Она по нему скучала. Смешно, но она по нему скучала. Что уж скрывать: она нуждалась в нем. Теперь некого было наказывать, некого унижать, не на ком срывать досаду на собственную нелепость. На миг ей захотелось, чтобы он вернулся, чтобы лежал на кровати, желтый от бессонной ночи, чтобы пол был сбрызнут инсектицидом, а зеркало занавешено, дабы скрыть отголоски его жутких фантазий. Да, она хотела, чтобы он вернулся. Он был ей необходим, больной Норман, неудачник Норман, козел отпущения за все ее несчастья. Она безразлично взяла с кровати бумаги, оставленные накануне отцом, и сунула в комод.

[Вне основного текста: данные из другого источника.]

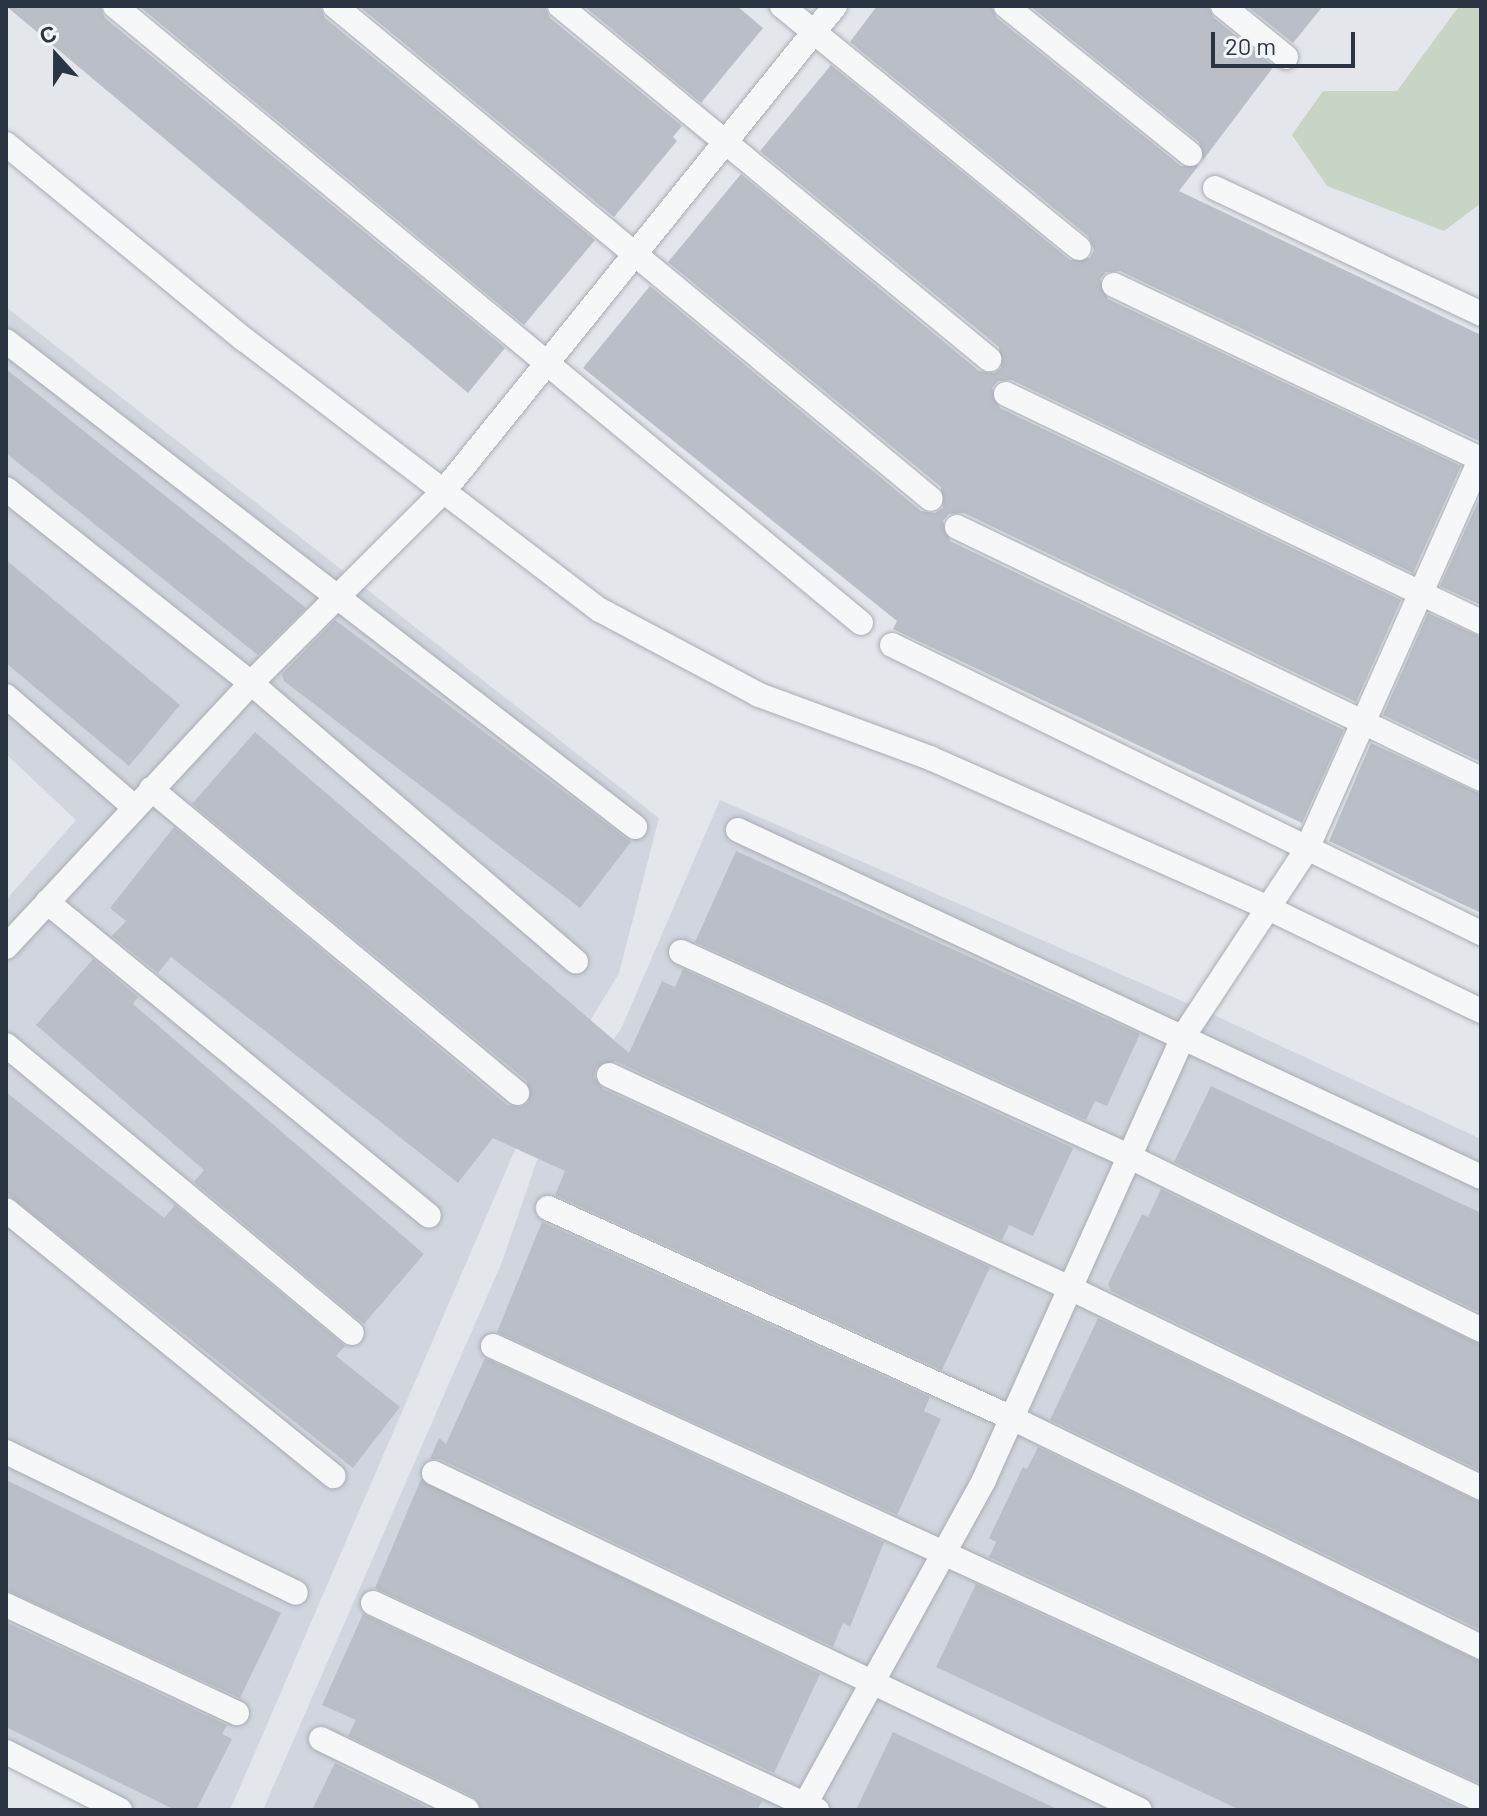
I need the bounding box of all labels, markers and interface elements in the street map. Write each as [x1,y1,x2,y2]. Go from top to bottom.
north arrow [16,16,96,96]
scale bar [1215,16,1359,66]
text: С [35,19,59,49]
text: 20 m [1225,31,1276,60]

Ей не хотелось искать источник Нормановых запасов. В этом не было смысла. Наркоману ничего не стоит поменять поставщика, и тем проворнее, чем сильнее его прижало. Она задвинула приоткрытые ящики и оглядела комнату. Теперь здесь порядок: Белла поменяла белье, открыла окна, чтобы проветрить. Ей хватило получаса, чтобы стереть все следы пребывания Нормана, и она уже жалела, что не оставила всё как было, со всеми очевидными признаками его безумия. Она села на кровать и с улыбкой отметила, что ее ноги не касаются пола. Белла вспомнила, как незадолго до смерти матери сидела у нее на кровати и, даже не вытянув ног, обводила носком линялые розы на ковре. Но после смерти матери кровать стала выше, намного выше из-за двух стеганых одеял — одно мамино, одно сестры Эстер. Белла не раз замечала, что и у соседей кровати вдруг подрастали, с каждой смертью, с каждым отъездом становились всё выше, и если с еврейской кровати вы не достаете ногами до пола, то ваш рост — или его нехватка — тут ни при чем.

Она посмотрела на свои ноги, свисающие с кровати. Из-под кромки белого носка выпирала варикозная вена. Такие носки уместны разве что на детской площадке или на теннисном корте, но никак не на двуспальной кровати в комнате полоумного брата. Она вспомнила, как впервые надела их еще девочкой, без малого сорок лет назад, как ей нравилось отворачивать ослепительно-белый краешек, любовно расправлять складочку. Как сперва отворачивала один, а потом сводила ноги, чтобы точно выровнять складочку на втором. Теперь эта процедура не вызывала у нее былого восторга, и на носочную симметрию Белле было давным-давно наплевать. Но и перестать их носить она не могла. Каждый день брала чистую пару из лежащих в комоде дюжин, и каждый день рука не поднималась их вы кинуть. Она вспомнила, как впервые взбунтовалась против белых носков, как в первый и последний раз восстала против материного стремления во что бы то ни стало продлить ее детство. В тот день Норману исполнилось шестнадцать, ему предстояла бар мицва. Запоздалая, вопреки закону Моисея — отложенная на три года, и в подоплеке этого опоздания, вероятнее всего, крылись причины теперешних Нормановых мучений. Но разве узнаешь наверняка, думала Белла, с чего всё началось? У безумия ведь нет точного начала или конца. Норман в психушке, она сидит на его кровати. Для нее это его заточение, пожалуй, что и конец. Для Нормана, скорее всего, начало. Вот вам безумие. Кто знает, когда оно началось, размышляла она. Быть может, еще в его детстве, или в детстве ее отца, или даже в ее собственном. Она посмотрела на свои носки и поспешно спрятала ноги под кровать. Безумие начинается или заканчивается, решила она (тут уж как посмотреть), в зависимости от сути твоих собственных проблем. И она вспомнила всю историю, потому что нуждалась в этом, потому что ей нужно было признать собственную роль в распаде личности брата.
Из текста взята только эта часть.